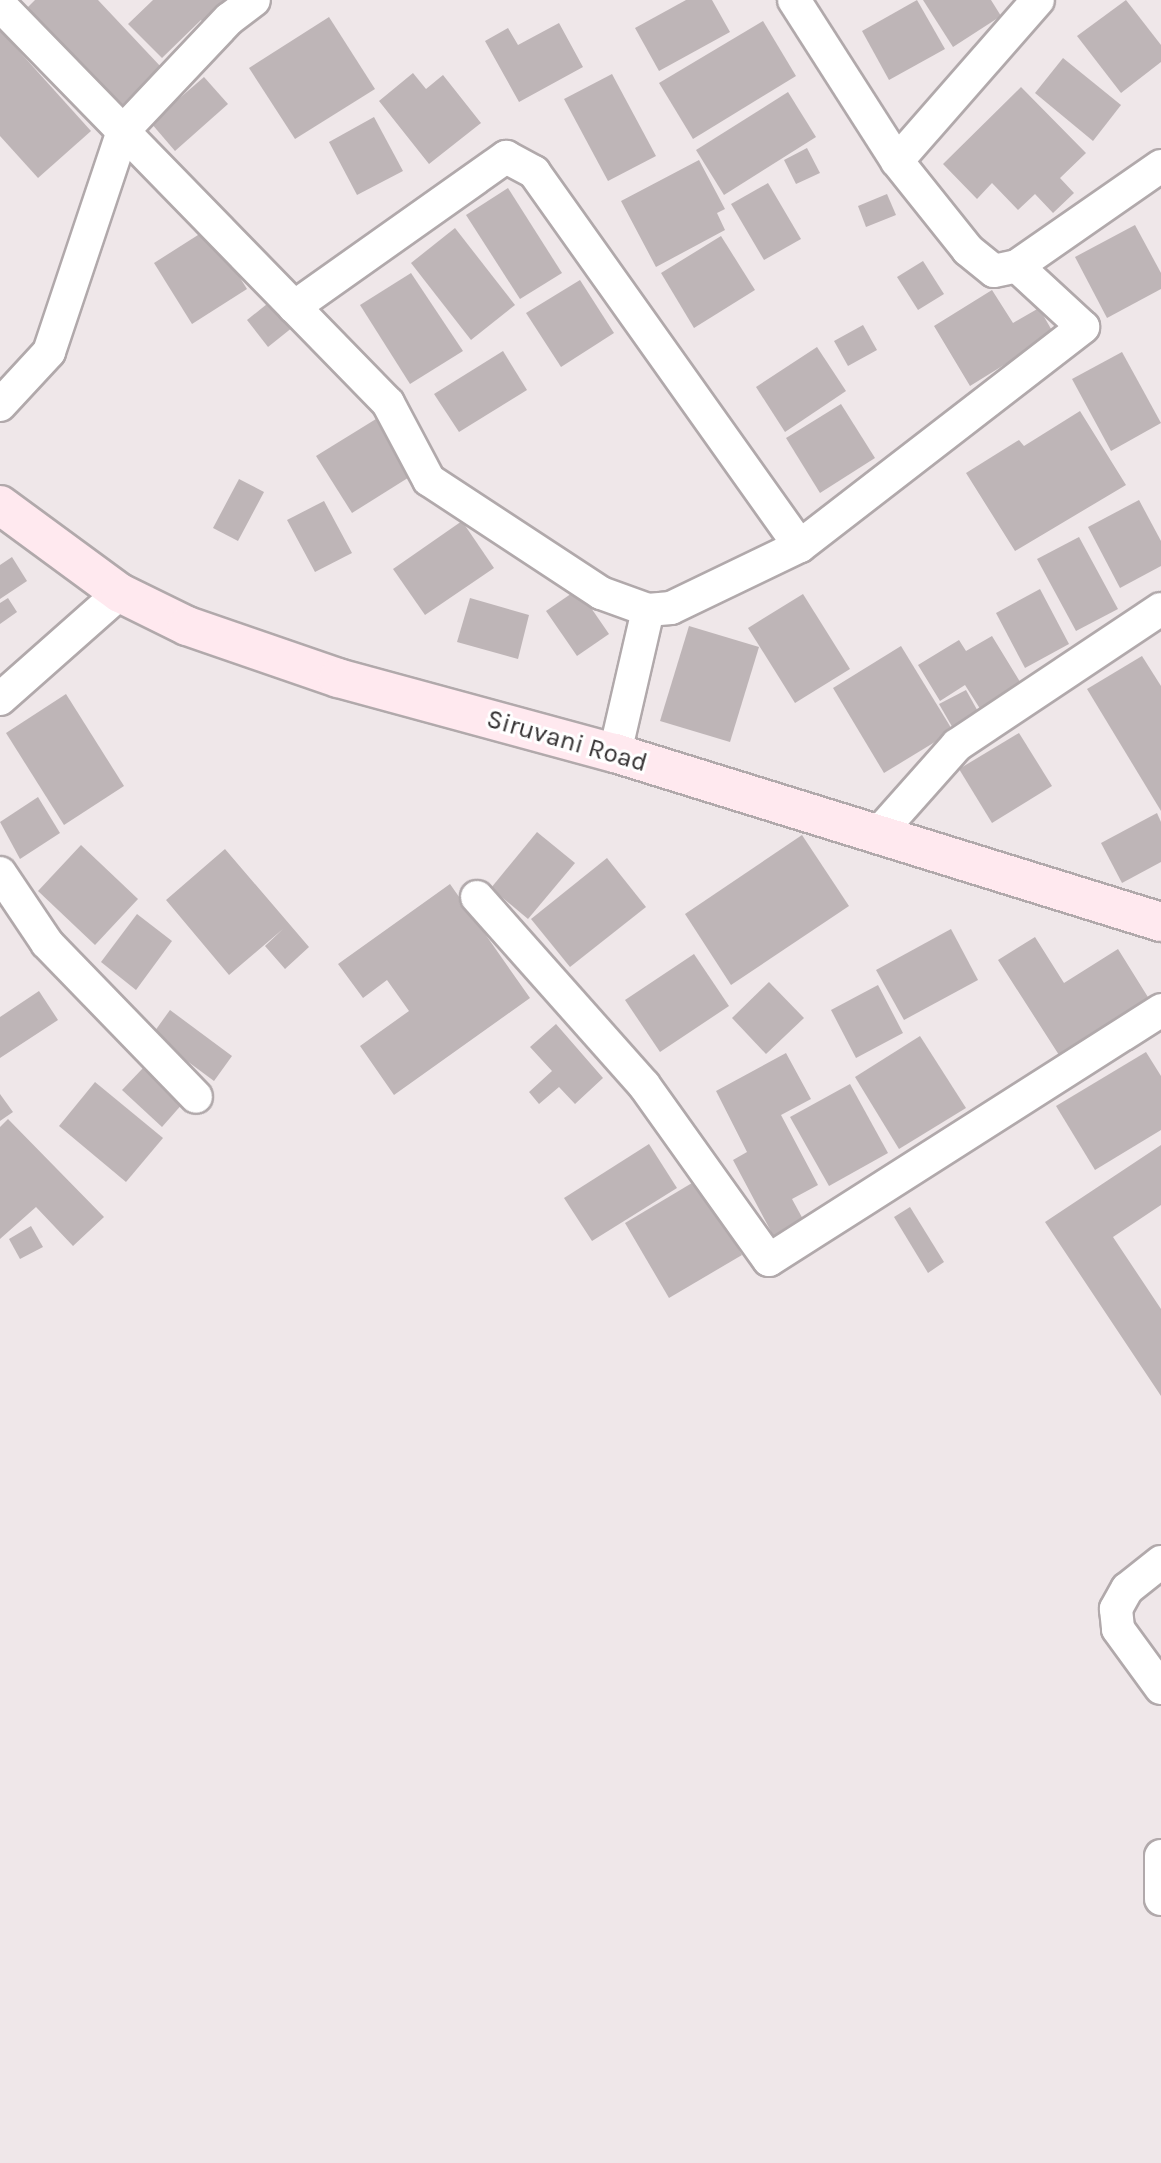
<!DOCTYPE html>
<style>
body{margin:0}
#map{position:relative;width:1161px;height:2163px;overflow:hidden;background:#efe7e9;font-family:Karla,sans-serif}
div>[style]{position:absolute}
.building>*{inset:0;background:#beb5b7}
.roads{filter:drop-shadow(2px 0 #b1a9ab) drop-shadow(-2px 0 #b1a9ab) drop-shadow(0 2px #b1a9ab) drop-shadow(0 -2px #b1a9ab)}
.street>*{height:32px;margin:-16px;padding:0 16px;transform-origin:16px;border-radius:16px;background:#fff}
.secondary>*{height:38px;margin:-19px;padding:0 19px;transform-origin:19px;border-radius:19px;background:#ffe9ef}
span{translate:-50% -50%;white-space:nowrap;text-align:center;line-height:1.15;-webkit-text-stroke:6px #fff;paint-order:stroke}
.street-label{font-size:26px;color:#343132}
</style>
<div id="map">
<div class="building">
<div style="clip-path:polygon(35px 0,98px 0,161px 67px,118px 109px,25px 10px)"></div>
<div style="clip-path:polygon(153px 0,239px 0,210px 29px,201px 20px,162px 58px,128px 24px)"></div>
<div style="clip-path:polygon(686px 0,712px 0,730px 32px,659px 71px,635px 28px)"></div>
<div style="clip-path:polygon(917px 0,945px 49px,889px 80px,862px 31px)"></div>
<div style="clip-path:polygon(923px 0,991px 0,1001px 16px,953px 47px)"></div>
<div style="clip-path:polygon(1126px 0,1161px 45px,1161px 62px,1121px 93px,1077px 36px)"></div>
<div style="clip-path:polygon(329px 17px,375px 89px,295px 139px,249px 68px)"></div>
<div style="clip-path:polygon(763px 21px,796px 76px,693px 139px,659px 83px)"></div>
<div style="clip-path:polygon(559px 23px,583px 67px,519px 102px,485px 41px,508px 28px,518px 45px)"></div>
<div style="clip-path:polygon(0 30px,91px 131px,38px 178px,0 136px)"></div>
<div style="clip-path:polygon(1063px 58px,1121px 105px,1093px 141px,1035px 93px)"></div>
<div style="clip-path:polygon(413px 73px,426px 89px,443px 75px,481px 123px,429px 164px,379px 101px)"></div>
<div style="clip-path:polygon(612px 74px,656px 156px,608px 181px,564px 99px)"></div>
<div style="clip-path:polygon(204px 77px,228px 104px,175px 151px,151px 123px)"></div>
<div style="clip-path:polygon(1021px 87px,1086px 153px,1060px 178px,1074px 193px,1053px 213px,1035px 194px,1018px 210px,992px 183px,977px 199px,943px 164px)"></div>
<div style="clip-path:polygon(788px 92px,816px 137px,724px 195px,696px 150px)"></div>
<div style="clip-path:polygon(374px 117px,403px 171px,357px 195px,329px 142px)"></div>
<div style="clip-path:polygon(807px 148px,820px 173px,796px 184px,784px 160px)"></div>
<div style="clip-path:polygon(699px 160px,725px 209px,717px 213px,725px 230px,656px 267px,621px 201px)"></div>
<div style="clip-path:polygon(768px 183px,801px 239px,764px 260px,731px 204px)"></div>
<div style="clip-path:polygon(508px 188px,562px 273px,520px 299px,466px 215px)"></div>
<div style="clip-path:polygon(887px 194px,896px 215px,866px 227px,858px 206px)"></div>
<div style="clip-path:polygon(1135px 225px,1161px 273px,1161px 289px,1107px 318px,1075px 257px)"></div>
<div style="clip-path:polygon(209px 228px,247px 289px,192px 324px,154px 263px)"></div>
<div style="clip-path:polygon(455px 228px,515px 305px,471px 340px,411px 263px)"></div>
<div style="clip-path:polygon(721px 236px,755px 290px,694px 328px,661px 273px)"></div>
<div style="clip-path:polygon(923px 261px,944px 294px,918px 310px,897px 277px)"></div>
<div style="clip-path:polygon(411px 273px,463px 351px,410px 384px,360px 305px)"></div>
<div style="clip-path:polygon(580px 280px,614px 333px,561px 367px,526px 313px)"></div>
<div style="clip-path:polygon(992px 290px,1013px 323px,1039px 308px,1054px 334px,970px 386px,934px 326px)"></div>
<div style="clip-path:polygon(272px 300px,293px 327px,268px 347px,247px 320px)"></div>
<div style="clip-path:polygon(863px 325px,877px 350px,848px 366px,834px 341px)"></div>
<div style="clip-path:polygon(817px 347px,846px 391px,785px 432px,756px 387px)"></div>
<div style="clip-path:polygon(503px 351px,527px 390px,459px 432px,434px 394px)"></div>
<div style="clip-path:polygon(1122px 352px,1161px 423px,1111px 451px,1072px 379px)"></div>
<div style="clip-path:polygon(841px 404px,875px 458px,820px 493px,786px 438px)"></div>
<div style="clip-path:polygon(1080px 411px,1126px 485px,1015px 551px,966px 473px,1019px 440px,1024px 446px)"></div>
<div style="clip-path:polygon(376px 419px,411px 476px,352px 513px,316px 456px)"></div>
<div style="clip-path:polygon(239px 479px,264px 492px,238px 541px,213px 528px)"></div>
<div style="clip-path:polygon(1139px 500px,1161px 541px,1161px 566px,1120px 588px,1088px 527px)"></div>
<div style="clip-path:polygon(324px 501px,352px 553px,315px 572px,287px 520px)"></div>
<div style="clip-path:polygon(462px 521px,494px 568px,425px 615px,393px 569px)"></div>
<div style="clip-path:polygon(1079px 537px,1118px 609px,1076px 631px,1037px 559px)"></div>
<div style="clip-path:polygon(12px 557px,27px 581px,0 599px,0 565px)"></div>
<div style="clip-path:polygon(578px 589px,609px 634px,577px 656px,546px 611px)"></div>
<div style="clip-path:polygon(1040px 589px,1069px 644px,1025px 668px,996px 613px)"></div>
<div style="clip-path:polygon(803px 594px,850px 669px,795px 703px,748px 628px)"></div>
<div style="clip-path:polygon(8px 598px,17px 612px,0 624px,0 603px)"></div>
<div style="clip-path:polygon(470px 598px,529px 615px,518px 659px,457px 642px)"></div>
<div style="clip-path:polygon(689px 626px,759px 647px,730px 742px,660px 721px)"></div>
<div style="clip-path:polygon(992px 636px,1025px 690px,984px 715px,965px 685px,940px 701px,918px 665px,959px 640px,966px 651px)"></div>
<div style="clip-path:polygon(901px 646px,953px 731px,884px 773px,833px 688px)"></div>
<div style="clip-path:polygon(1142px 656px,1161px 686px,1161px 811px,1087px 689px)"></div>
<div style="clip-path:polygon(966px 690px,980px 715px,954px 730px,939px 704px)"></div>
<div style="clip-path:polygon(66px 694px,124px 786px,64px 825px,6px 733px)"></div>
<div style="clip-path:polygon(1019px 733px,1052px 786px,992px 823px,959px 769px)"></div>
<div style="clip-path:polygon(38px 797px,60px 833px,20px 859px,0 822px)"></div>
<div style="clip-path:polygon(1157px 813px,1161px 822px,1161px 862px,1122px 883px,1101px 843px)"></div>
<div style="clip-path:polygon(537px 832px,575px 863px,528px 919px,491px 888px)"></div>
<div style="clip-path:polygon(802px 835px,849px 906px,731px 985px,685px 914px)"></div>
<div style="clip-path:polygon(81px 845px,138px 899px,95px 945px,38px 891px)"></div>
<div style="clip-path:polygon(225px 849px,309px 947px,285px 969px,265px 946px,283px 929px,229px 975px,166px 900px)"></div>
<div style="clip-path:polygon(607px 858px,646px 907px,570px 967px,531px 919px)"></div>
<div style="clip-path:polygon(450px 884px,530px 998px,394px 1095px,360px 1046px,409px 1011px,387px 980px,363px 998px,338px 964px)"></div>
<div style="clip-path:polygon(137px 914px,172px 941px,136px 990px,101px 962px)"></div>
<div style="clip-path:polygon(951px 929px,978px 980px,904px 1020px,876px 970px)"></div>
<div style="clip-path:polygon(1035px 937px,1064px 983px,1118px 949px,1151px 1002px,1059px 1055px,998px 960px)"></div>
<div style="clip-path:polygon(694px 954px,729px 1006px,660px 1052px,625px 1000px)"></div>
<div style="clip-path:polygon(769px 982px,804px 1018px,766px 1054px,732px 1018px)"></div>
<div style="clip-path:polygon(878px 985px,903px 1033px,856px 1058px,831px 1010px)"></div>
<div style="clip-path:polygon(39px 991px,58px 1020px,0 1058px,0 1017px)"></div>
<div style="clip-path:polygon(170px 1010px,232px 1056px,214px 1081px,152px 1035px)"></div>
<div style="clip-path:polygon(556px 1024px,603px 1078px,575px 1104px,559px 1087px,539px 1104px,529px 1092px,552px 1071px,530px 1047px)"></div>
<div style="clip-path:polygon(920px 1036px,966px 1108px,899px 1149px,855px 1077px)"></div>
<div style="clip-path:polygon(1146px 1052px,1161px 1076px,1161px 1130px,1095px 1170px,1056px 1106px)"></div>
<div style="clip-path:polygon(786px 1053px,811px 1099px,781px 1115px,818px 1185px,792px 1199px,804px 1221px,774px 1237px,733px 1160px,747px 1152px,716px 1091px)"></div>
<div style="clip-path:polygon(144px 1067px,184px 1102px,162px 1127px,122px 1090px)"></div>
<div style="clip-path:polygon(95px 1082px,163px 1138px,126px 1182px,59px 1126px)"></div>
<div style="clip-path:polygon(850px 1084px,888px 1153px,829px 1186px,790px 1117px)"></div>
<div style="clip-path:polygon(0 1094px,13px 1112px,0 1121px)"></div>
<div style="clip-path:polygon(8px 1119px,104px 1217px,73px 1246px,36px 1207px,0 1239px,0 1127px)"></div>
<div style="clip-path:polygon(649px 1144px,677px 1188px,592px 1241px,564px 1198px)"></div>
<div style="clip-path:polygon(1161px 1145px,1161px 1205px,1113px 1237px,1161px 1309px,1161px 1396px,1045px 1222px)"></div>
<div style="clip-path:polygon(697px 1180px,742px 1255px,669px 1298px,625px 1223px)"></div>
<div style="clip-path:polygon(910px 1207px,944px 1262px,928px 1273px,894px 1217px)"></div>
<div style="clip-path:polygon(31px 1226px,43px 1247px,20px 1259px,9px 1239px)"></div>
</div>
<div class="roads">
<div class="street">
<div style="left:794px;top:0;width:191px;rotate:57.4deg"></div>
<div style="left:897px;top:161px;width:114px;rotate:51.4deg"></div>
<div style="left:968px;top:250px;width:33px;rotate:39deg"></div>
<div style="left:994px;top:271px;width:24px;rotate:-12deg"></div>
<div style="left:1017px;top:266px;width:175px;rotate:-34.8deg"></div>
<div style="left:0;top:5px;width:556px;rotate:45.73deg"></div>
<div style="left:388px;top:403px;width:87px;rotate:62deg"></div>
<div style="left:429px;top:480px;width:206px;rotate:33.3deg"></div>
<div style="left:601px;top:593px;width:50px;rotate:19.9deg"></div>
<div style="left:648px;top:610px;width:147px;rotate:103deg"></div>
<div style="left:897px;top:161px;width:214px;rotate:-48.8deg"></div>
<div style="left:294px;top:307px;width:260px;rotate:-35.3deg"></div>
<div style="left:506px;top:157px;width:32px;rotate:28deg"></div>
<div style="left:534px;top:172px;width:459px;rotate:54.6deg"></div>
<div style="left:0;top:405px;width:72px;rotate:-47.2deg"></div>
<div style="left:49px;top:352px;width:233px;rotate:-71.5deg"></div>
<div style="left:123px;top:131px;width:154px;rotate:-46.6deg"></div>
<div style="left:229px;top:19px;width:31px;rotate:-37deg"></div>
<div style="left:648px;top:610px;width:23px;rotate:-5deg"></div>
<div style="left:671px;top:608px;width:143px;rotate:-25.7deg"></div>
<div style="left:800px;top:546px;width:358px;rotate:-37.7deg"></div>
<div style="left:1083px;top:327px;width:90px;rotate:-137.3deg"></div>
<div style="left:0;top:699px;width:160px;rotate:-41.5deg"></div>
<div style="left:878px;top:834px;width:119px;rotate:-48.4deg"></div>
<div style="left:957px;top:745px;width:245px;rotate:-33.7deg"></div>
<div style="left:0;top:873px;width:84px;rotate:56.1deg"></div>
<div style="left:47px;top:943px;width:214px;rotate:45.9deg"></div>
<div style="left:477px;top:897px;width:251px;rotate:48.4deg"></div>
<div style="left:644px;top:1085px;width:215px;rotate:54.5deg"></div>
<div style="left:769px;top:1260px;width:465px;rotate:-32.5deg"></div>
<div style="left:1161px;top:1562px;width:43px;rotate:141.5deg"></div>
<div style="left:1127px;top:1589px;width:23px;rotate:119deg"></div>
<div style="left:1116px;top:1609px;width:20px;rotate:84deg"></div>
<div style="left:1118px;top:1629px;width:73px;rotate:53.9deg"></div>
<div style="left:1161px;top:1856px;width:43px;rotate:90deg"></div>
</div>
<div class="secondary">
<div style="left:0;top:505px;width:149px;rotate:36.3deg"></div>
<div style="left:120px;top:593px;width:75px;rotate:26.2deg"></div>
<div style="left:187px;top:626px;width:160px;rotate:19deg"></div>
<div style="left:338px;top:678px;width:287px;rotate:15.2deg"></div>
<div style="left:615px;top:753px;width:572px;rotate:17.2deg"></div>
</div>
</div>
<div class="street-label">
<span style="left:567px;top:741px;rotate:16deg">Siruvani Road</span>
</div>
</div>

TASK PROMPT: Nothing but a number should be written: how many lines of the preceding listing contain "building".

RESPONSE TO THE TASK: 2